Stored data entries
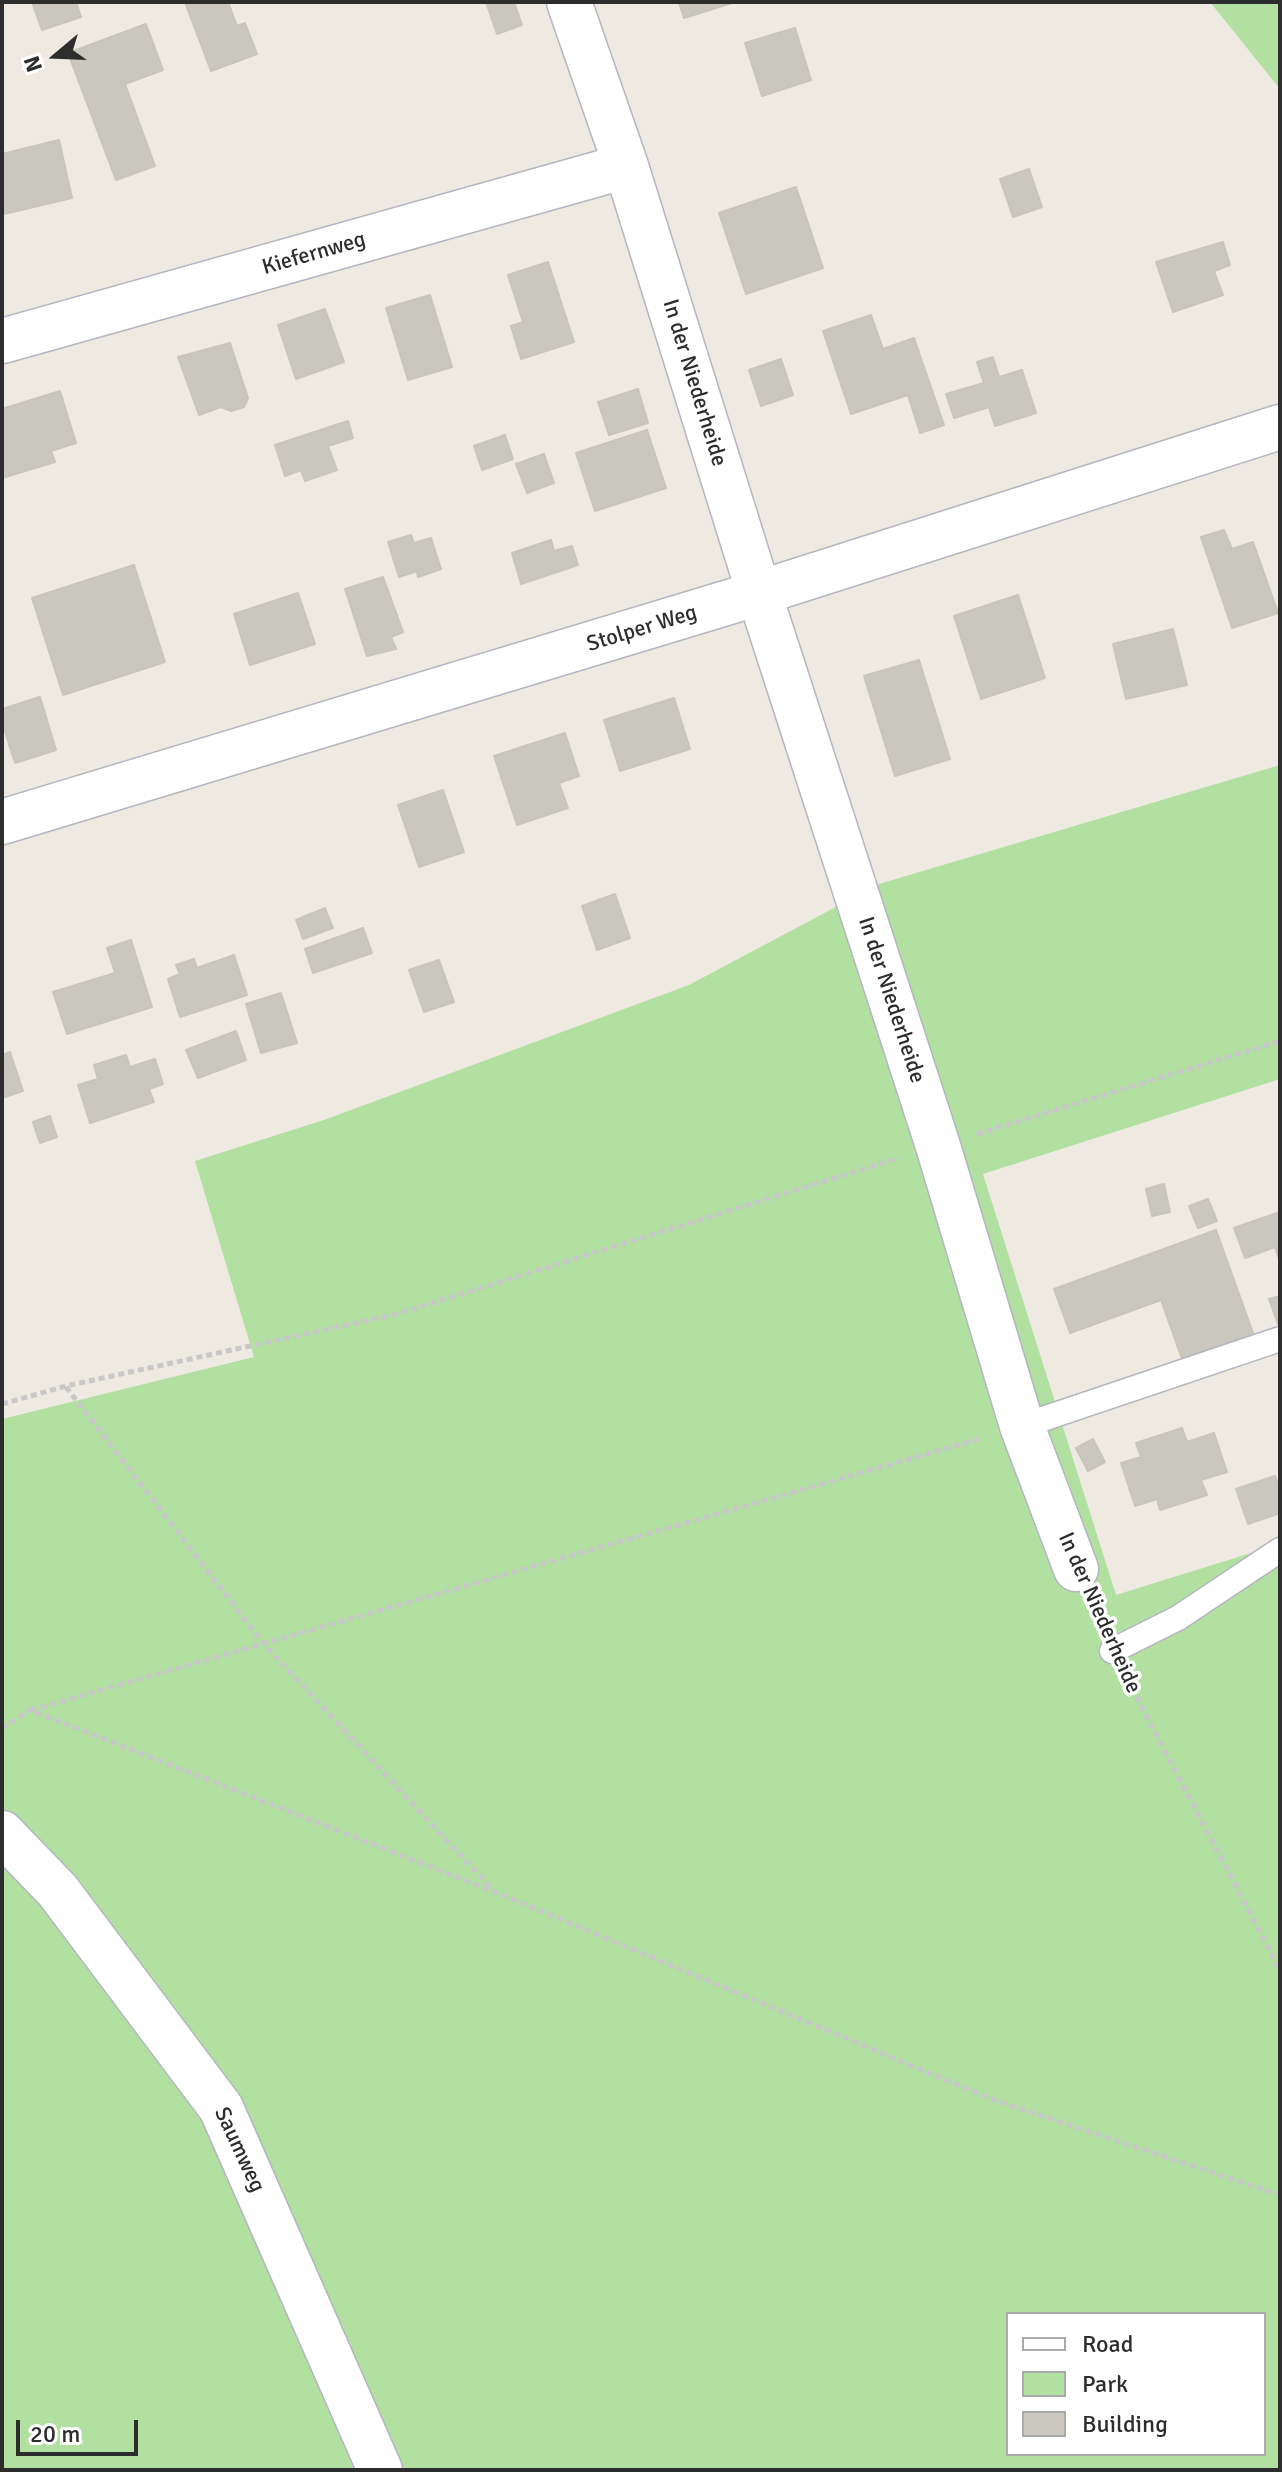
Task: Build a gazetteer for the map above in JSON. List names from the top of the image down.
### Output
{
  "streets": {
    "street": [
      "Kiefernweg",
      "In der Niederheide",
      "Stolper Weg",
      "Saumweg"
    ]
  },
  "crossings": [
    ["Kiefernweg", "In der Niederheide"],
    ["In der Niederheide", "Stolper Weg"]
  ],
  "legend": ["Road", "Park", "Building"],
  "scale_bar": "20 m",
  "north": "left"
}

ACTION ITEM: In your copy of the records above, include every line exactly but no pictures.

EXERCISE RESPONSE:
Task: Build a gazetteer for the map above in JSON. List names from the top of the image down.
### Output
{
  "streets": {
    "street": [
      "Kiefernweg",
      "In der Niederheide",
      "Stolper Weg",
      "Saumweg"
    ]
  },
  "crossings": [
    ["Kiefernweg", "In der Niederheide"],
    ["In der Niederheide", "Stolper Weg"]
  ],
  "legend": ["Road", "Park", "Building"],
  "scale_bar": "20 m",
  "north": "left"
}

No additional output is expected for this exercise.